L'état désastreux du réseau routier en Ville de Genève fait franchement peur. Par endroits, la chaussée est si dévastée qu'elle représente une menace pour la sécurité des usagers. Vous en doutez? Interrogez les automobilistes, motards, cyclistes et autres piétons régulièrement piégés dans ce véritable champ de bataille urbain. Leur colère est en général un excellent baromètre pour mesurer la gravité de la situation. Elle vous rappelle aussi, que depuis les années 90, en matière d'entretien des routes, le seul trou qui préoccupait la Ville c'était celui des finances. Mais que les usagers se rassurent, les jours des nids-de-poule infranchissables, des chaussées affaissées, des trottoirs défoncés et des pistes cyclables suicidaires sont comptés. C'est le maire Rémy Pagani en personne qui le promet (lire en page 3). Grâce à un accord financier passé avec l'Etat – responsable de l'entretien des routes –, le magistrat va enfin disposer des fonds nécessaires pour remettre en état l'ensemble du réseau communal.
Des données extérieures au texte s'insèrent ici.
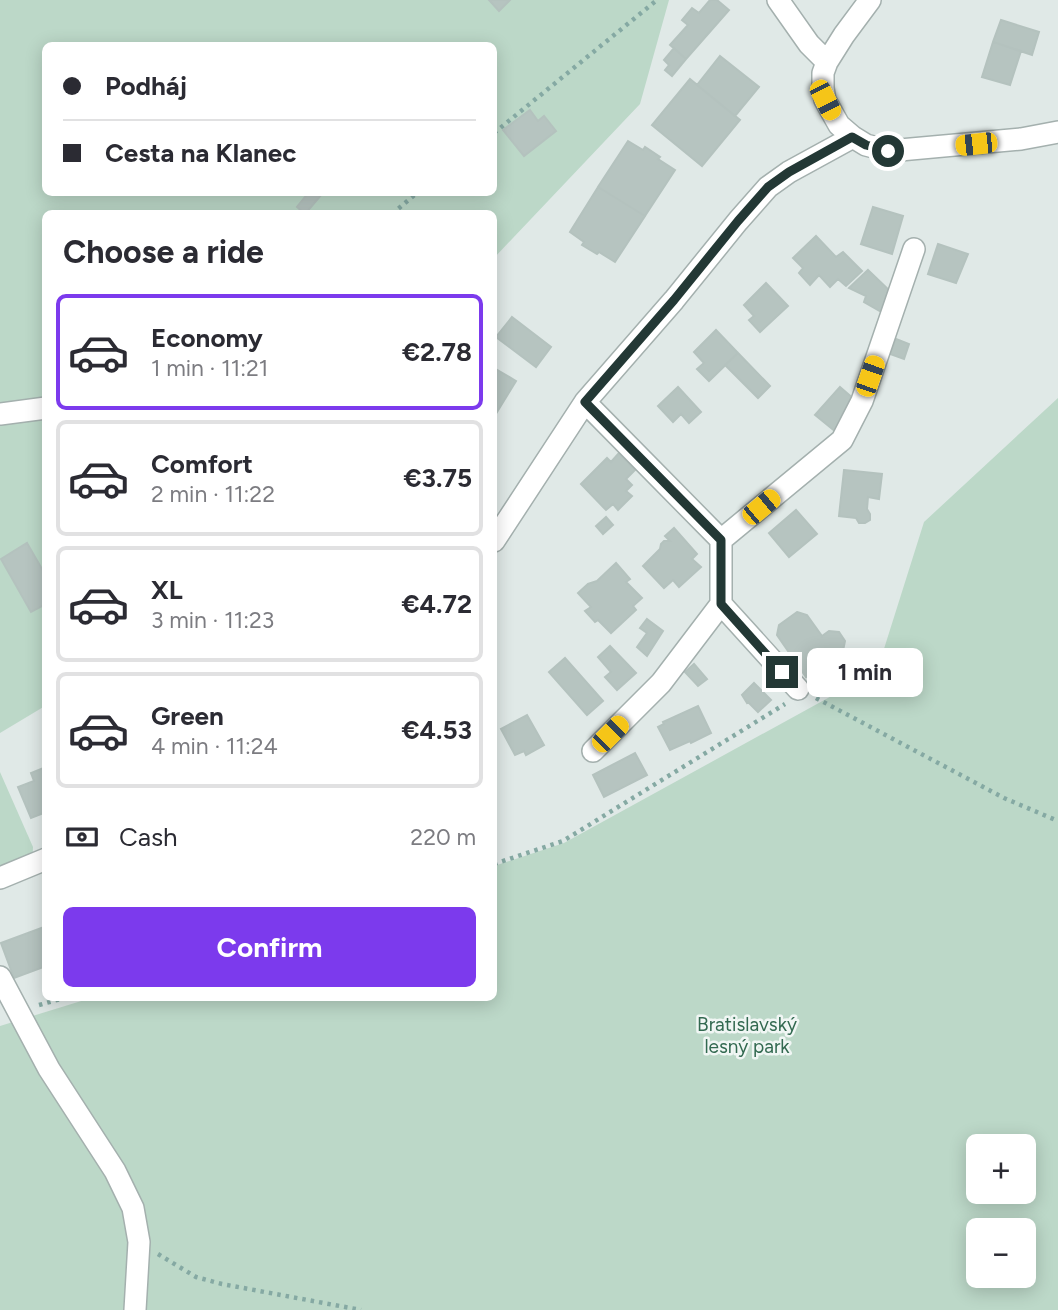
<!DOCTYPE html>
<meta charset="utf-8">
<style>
body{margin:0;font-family:Figtree,sans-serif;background:#f2f2f3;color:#2b2b33;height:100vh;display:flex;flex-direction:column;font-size:26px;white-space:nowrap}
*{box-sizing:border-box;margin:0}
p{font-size:23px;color:#7c7c81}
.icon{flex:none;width:38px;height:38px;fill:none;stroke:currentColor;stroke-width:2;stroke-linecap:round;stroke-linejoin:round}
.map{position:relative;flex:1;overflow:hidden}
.panel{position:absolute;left:42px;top:210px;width:455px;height:791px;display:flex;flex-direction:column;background:#fff;border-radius:10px;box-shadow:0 4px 18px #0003}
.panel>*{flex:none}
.hud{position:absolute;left:42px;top:42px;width:455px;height:154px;border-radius:10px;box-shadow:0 4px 18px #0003;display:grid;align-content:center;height:154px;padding:0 21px;background:#fff}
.tools{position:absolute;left:966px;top:1134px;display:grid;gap:14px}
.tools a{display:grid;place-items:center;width:70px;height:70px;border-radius:10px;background:#fff;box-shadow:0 4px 18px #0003;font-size:35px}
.end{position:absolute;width:32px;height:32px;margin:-16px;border:9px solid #233835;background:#fff;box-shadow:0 0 0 4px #fff}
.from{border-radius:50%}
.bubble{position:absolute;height:49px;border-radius:10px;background:#fff;box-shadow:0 4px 18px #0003;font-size:23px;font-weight:700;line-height:49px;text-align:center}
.car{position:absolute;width:21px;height:42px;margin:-21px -10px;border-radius:9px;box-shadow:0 0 5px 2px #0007;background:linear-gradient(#f5c518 24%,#345 0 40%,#f5c518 0 76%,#345 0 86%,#f5c518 0)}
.hud b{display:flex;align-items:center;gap:24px;height:66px;font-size:26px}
.hud b+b{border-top:2px solid #e1e1e2}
.hud i{width:18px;height:18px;background:#2b2b33}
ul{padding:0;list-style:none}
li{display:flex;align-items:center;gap:21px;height:116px;margin:0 14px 10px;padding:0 7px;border:4px solid #e1e1e2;border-radius:10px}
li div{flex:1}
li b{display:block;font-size:26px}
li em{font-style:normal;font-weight:700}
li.active{border-color:#7c3aed}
li>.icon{width:63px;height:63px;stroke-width:1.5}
h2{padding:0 21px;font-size:32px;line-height:84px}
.pay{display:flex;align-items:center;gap:18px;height:77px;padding:0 21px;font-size:26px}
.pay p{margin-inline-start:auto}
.primary-button{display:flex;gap:14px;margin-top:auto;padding:14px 21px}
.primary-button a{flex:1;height:80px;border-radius:10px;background:#7c3aed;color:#fff;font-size:28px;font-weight:700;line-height:80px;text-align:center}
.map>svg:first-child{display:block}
.green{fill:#bcd8c8;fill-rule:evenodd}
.building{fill:#b6c4c0;stroke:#b4c2be;stroke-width:2}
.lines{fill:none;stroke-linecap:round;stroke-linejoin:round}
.minor-casing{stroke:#a4b0ae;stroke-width:24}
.path{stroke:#85a9a3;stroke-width:4.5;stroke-dasharray:3.5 5;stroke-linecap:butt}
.minor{stroke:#fff;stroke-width:21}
.route{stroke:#233835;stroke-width:9}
.labels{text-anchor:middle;stroke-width:5;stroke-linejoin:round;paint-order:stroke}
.park-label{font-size:19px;fill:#326950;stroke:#f0f6f4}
</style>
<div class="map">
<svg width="1058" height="1310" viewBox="0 0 1058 1310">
<rect width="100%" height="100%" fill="#e0e9e7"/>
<path class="green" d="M 0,0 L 669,0 L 640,104 L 494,258 L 494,214 L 46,214 L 45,706 L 0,733 ZM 46,46 L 494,46 L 494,192 L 46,192 Z
M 1058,398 L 1058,1310 L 0,1310 L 0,1026 L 91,998 L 494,998 L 494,866 L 564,843 L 877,671 L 924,522 ZM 978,1146 L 1024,1146 L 1024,1192 L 978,1192 ZM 978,1230 L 1024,1230 L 1024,1276 L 978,1276 Z
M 0,772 L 33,847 L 32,866 L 0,878 Z"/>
<path class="building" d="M 489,0 L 510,0 L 499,11 Z
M 710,0 L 717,0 L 729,10 L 686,59 L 670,45 L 688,25 L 682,20 L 692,8 L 699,13 Z
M 1001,20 L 1039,32 L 1032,55 L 993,42 Z
M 993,42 L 1021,51 L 1010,85 L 982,77 Z
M 674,48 L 686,59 L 672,76 L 665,70 L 669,65 L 664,60 Z
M 720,56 L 759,87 L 735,116 L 697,85 Z
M 690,79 L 740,120 L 702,166 L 652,125 Z
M 530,110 L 538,121 L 544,116 L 556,131 L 524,156 L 503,130 Z
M 628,141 L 643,150 L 645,147 L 660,157 L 658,159 L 675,170 L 645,216 L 598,187 Z
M 598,187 L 645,216 L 615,262 L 599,252 L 597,254 L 582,245 L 584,242 L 570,232 Z
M 309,192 L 322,194 L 305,214 L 297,207 Z
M 873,207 L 903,216 L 892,254 L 861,244 Z
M 816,236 L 836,257 L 843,252 L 862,271 L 846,286 L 838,279 L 830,287 L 819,275 L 810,285 L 799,273 L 803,268 L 793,258 Z
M 938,244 L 968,254 L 956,283 L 928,274 Z
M 868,270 L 892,293 L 885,314 L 864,302 L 866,296 L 849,288 Z
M 766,283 L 788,306 L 760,332 L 749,320 L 754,316 L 744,305 Z
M 512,317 L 551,347 L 536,367 L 496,337 Z
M 716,330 L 738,353 L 709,381 L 697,369 L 704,363 L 694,352 Z
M 896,339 L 909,344 L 904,359 L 890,354 Z
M 738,353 L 770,386 L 758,398 L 725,365 Z
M 494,368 L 516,381 L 494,417 Z
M 678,387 L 701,412 L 689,423 L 681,414 L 673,422 L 658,406 Z
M 840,387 L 855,400 L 836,432 L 815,415 Z
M 619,453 L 635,470 L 626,479 L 632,485 L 626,491 L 632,496 L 618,510 L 613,504 L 606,510 L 581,484 L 607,458 L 611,462 Z
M 844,470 L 882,474 L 879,499 L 868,497 L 867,509 L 870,514 L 870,520 L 865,523 L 859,523 L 856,518 L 839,516 Z
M 796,510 L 817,534 L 789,557 L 769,533 Z
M 606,517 L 613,525 L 603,534 L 596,526 Z
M 674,528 L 697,554 L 692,559 L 701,567 L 679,587 L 673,580 L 664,588 L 643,566 L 660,549 L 661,544 L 664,541 L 670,541 L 665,536 Z
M 27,543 L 46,576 L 46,604 L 31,612 L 1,559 Z
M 616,563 L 630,579 L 626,582 L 642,598 L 633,606 L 636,610 L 611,633 L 598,620 L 595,622 L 585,611 L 591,607 L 578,593 L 588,584 L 597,581 Z
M 797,612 L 807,615 L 822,636 L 829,631 L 839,632 L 845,641 L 843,651 L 806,677 L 777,635 L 779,625 Z
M 647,619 L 663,631 L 647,656 L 637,647 L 647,633 L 640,628 Z
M 610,646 L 636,673 L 617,690 L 605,677 L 611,672 L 598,657 Z
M 565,658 L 603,701 L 587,715 L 549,672 Z
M 694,664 L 707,679 L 698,686 L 685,672 Z
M 754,683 L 771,700 L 758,712 L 748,702 L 747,703 L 742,695 Z
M 698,706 L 711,733 L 691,743 L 690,741 L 670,750 L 658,727 L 664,724 L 663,722 Z
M 527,715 L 544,745 L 526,755 L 524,751 L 515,755 L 501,729 Z
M 635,753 L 647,775 L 604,797 L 593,775 Z
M 46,767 L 46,812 L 31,818 L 18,787 L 34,781 L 31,773 Z
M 44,927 L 46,931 L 46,966 L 14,978 L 1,943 Z"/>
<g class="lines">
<defs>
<path id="minor" d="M 778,0 L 809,44 L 827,62
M 870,0 L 844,35 L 827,62 L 823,73 L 823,88 L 825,100 L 839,125 L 853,137 L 866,145 L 889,151 L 1021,139 L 1058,132
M 585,402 L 721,540 L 721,604 L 798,689
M 0,414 L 46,408
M 721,540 L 842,440 L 862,401 L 914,249
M 494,541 L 585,402 L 674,300 L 738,221 L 768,187 L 789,172 L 853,137
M 593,751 L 661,683 L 721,604
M 0,878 L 46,859
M 0,977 L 49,1069 L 115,1171 L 133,1208 L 139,1242 L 135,1310"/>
</defs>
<use href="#minor" class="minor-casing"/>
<path class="path" d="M 494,133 L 657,0
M 392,214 L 418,192
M 816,698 L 1004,798 L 1058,821
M 494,864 L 563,841 L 785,704
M 39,1005 L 64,998
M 158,1254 L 196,1277 L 222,1284 L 361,1310"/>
<use href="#minor" class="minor"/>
</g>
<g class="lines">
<path class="route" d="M 782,672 L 721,604 L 721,540 L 585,402 L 674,300 L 738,221 L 768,187 L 789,172 L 852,137 L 866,145 L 888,151"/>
</g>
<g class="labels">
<g class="park-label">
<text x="747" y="1031">Bratislavský<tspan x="747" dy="22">lesný park</tspan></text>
</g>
</g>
</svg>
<div class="tools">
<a>+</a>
<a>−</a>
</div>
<i class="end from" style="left:888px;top:151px"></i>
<i class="end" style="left:782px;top:672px"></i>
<div class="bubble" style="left:807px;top:648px;width:116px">1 min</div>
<i class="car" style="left:825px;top:100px;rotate:153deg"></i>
<i class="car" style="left:976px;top:144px;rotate:264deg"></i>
<i class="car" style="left:870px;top:376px;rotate:19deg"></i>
<i class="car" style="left:761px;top:507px;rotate:50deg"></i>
<i class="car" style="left:610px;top:734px;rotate:45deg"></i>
<div class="hud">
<b><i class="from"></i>Podháj</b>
<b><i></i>Cesta na Klanec</b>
</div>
<section class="panel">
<h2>Choose a ride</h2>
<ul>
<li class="active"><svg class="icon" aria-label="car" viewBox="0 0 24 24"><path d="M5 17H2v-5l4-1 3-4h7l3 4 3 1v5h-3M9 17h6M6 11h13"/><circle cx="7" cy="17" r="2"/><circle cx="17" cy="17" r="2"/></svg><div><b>Economy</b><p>1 min · 11:21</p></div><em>€2.78</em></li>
<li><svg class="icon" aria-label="car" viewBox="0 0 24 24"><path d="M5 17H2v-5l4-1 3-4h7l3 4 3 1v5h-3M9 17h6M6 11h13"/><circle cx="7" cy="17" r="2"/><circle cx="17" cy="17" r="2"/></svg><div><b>Comfort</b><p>2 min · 11:22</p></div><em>€3.75</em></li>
<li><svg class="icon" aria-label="car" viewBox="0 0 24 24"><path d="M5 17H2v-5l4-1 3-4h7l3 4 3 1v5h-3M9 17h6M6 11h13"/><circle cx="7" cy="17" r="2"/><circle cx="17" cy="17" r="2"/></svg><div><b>XL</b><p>3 min · 11:23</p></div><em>€4.72</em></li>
<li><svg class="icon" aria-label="car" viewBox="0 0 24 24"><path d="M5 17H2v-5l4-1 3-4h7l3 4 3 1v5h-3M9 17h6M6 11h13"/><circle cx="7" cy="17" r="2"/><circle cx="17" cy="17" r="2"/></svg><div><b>Green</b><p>4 min · 11:24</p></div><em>€4.53</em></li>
</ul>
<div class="pay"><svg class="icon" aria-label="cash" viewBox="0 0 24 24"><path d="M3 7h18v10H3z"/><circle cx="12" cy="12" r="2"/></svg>Cash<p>220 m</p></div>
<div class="primary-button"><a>Confirm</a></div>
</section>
</div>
La Ville a d'ailleurs fixé une feuille de route ambitieuse. Fini les chantiers-sparadrap qui parent au plus pressé. Place aux investissements massifs. Dans les deux ans, une cinquantaine d'axes vont ainsi voir fleurir bétonneuses et bitume de dernière génération. Même si les désagréments de ces nouveaux chantiers risquent, dans un premier temps, d'ulcérer encore plus des usagers déjà à bout de nerfs, il faut saluer cette mesure de fond qui résout les problèmes sur le long terme. Surtout qu'elle est aussi une très bonne réaction conjoncturelle pour aider l'économie locale. Elle pourrait d'ailleurs inspirer d'autres communes dont l'état lamentable des routes n'a souvent rien à envier à celui de la Ville.
RÉAGISSEZ!
Permettez que je vous dise
Permettez que je vous dise que votre site est difficile à comprendre. Lorsqu'on vous écrit, aucune indication n'apparaît poursavoirvsi le message vous est parvenu ou non. Pour peu que vous ne publiiez pas tel texte dans vos colonnes, on a sincèrement l'impression envous écrivant de perdre son temps.
Vous évoquez dans votre
Vous évoquez dans votre article que le retard pris dans l'entretien des routes, en ville, est du au manque de moyens financiers pour assurer ces travaux et au conflit État-ville de Genève enfin résolu par une dotation de 2 millions à la ville par l'Etat. Ce montant me paraît simplement ridicule en regard du nombre de routes cantonales dont l'entretien laisse à désirer et devant être pris en charge par l'Etat. Il y a donc un problème.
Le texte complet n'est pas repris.